━━ EXCERPTED RECORDS ━━

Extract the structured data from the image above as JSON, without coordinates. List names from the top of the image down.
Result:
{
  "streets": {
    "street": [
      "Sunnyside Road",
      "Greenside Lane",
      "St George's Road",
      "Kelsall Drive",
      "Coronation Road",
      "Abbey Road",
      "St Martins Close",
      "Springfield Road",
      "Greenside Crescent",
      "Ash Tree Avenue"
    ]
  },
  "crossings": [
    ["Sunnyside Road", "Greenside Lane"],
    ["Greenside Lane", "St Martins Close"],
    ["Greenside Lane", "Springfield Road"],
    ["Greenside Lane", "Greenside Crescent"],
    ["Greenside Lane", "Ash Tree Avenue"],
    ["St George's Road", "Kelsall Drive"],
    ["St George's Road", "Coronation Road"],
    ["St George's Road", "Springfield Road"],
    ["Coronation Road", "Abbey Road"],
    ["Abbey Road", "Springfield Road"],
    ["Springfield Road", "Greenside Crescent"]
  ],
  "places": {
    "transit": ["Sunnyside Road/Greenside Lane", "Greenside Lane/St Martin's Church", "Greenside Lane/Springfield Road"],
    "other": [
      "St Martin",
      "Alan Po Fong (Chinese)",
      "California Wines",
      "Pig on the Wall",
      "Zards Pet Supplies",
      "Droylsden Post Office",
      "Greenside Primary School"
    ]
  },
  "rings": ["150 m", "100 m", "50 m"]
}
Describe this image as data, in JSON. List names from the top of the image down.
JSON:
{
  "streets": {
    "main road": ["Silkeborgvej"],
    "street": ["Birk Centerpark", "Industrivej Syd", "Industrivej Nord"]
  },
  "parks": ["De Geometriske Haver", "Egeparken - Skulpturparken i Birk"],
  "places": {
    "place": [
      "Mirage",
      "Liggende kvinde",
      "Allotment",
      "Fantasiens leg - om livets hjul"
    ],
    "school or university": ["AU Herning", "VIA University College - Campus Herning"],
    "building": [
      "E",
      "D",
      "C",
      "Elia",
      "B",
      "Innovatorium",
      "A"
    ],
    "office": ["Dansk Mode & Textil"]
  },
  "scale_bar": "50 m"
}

━━━

• **ACTIVITY**: The answer must consist of every line from the records above that holds "Springfield".

• **ANSWER BOX**:
      "Springfield Road",
    ["Greenside Lane", "Springfield Road"],
    ["St George's Road", "Springfield Road"],
    ["Abbey Road", "Springfield Road"],
    ["Springfield Road", "Greenside Crescent"]
    "transit": ["Sunnyside Road/Greenside Lane", "Greenside Lane/St Martin's Church", "Greenside Lane/Springfield Road"],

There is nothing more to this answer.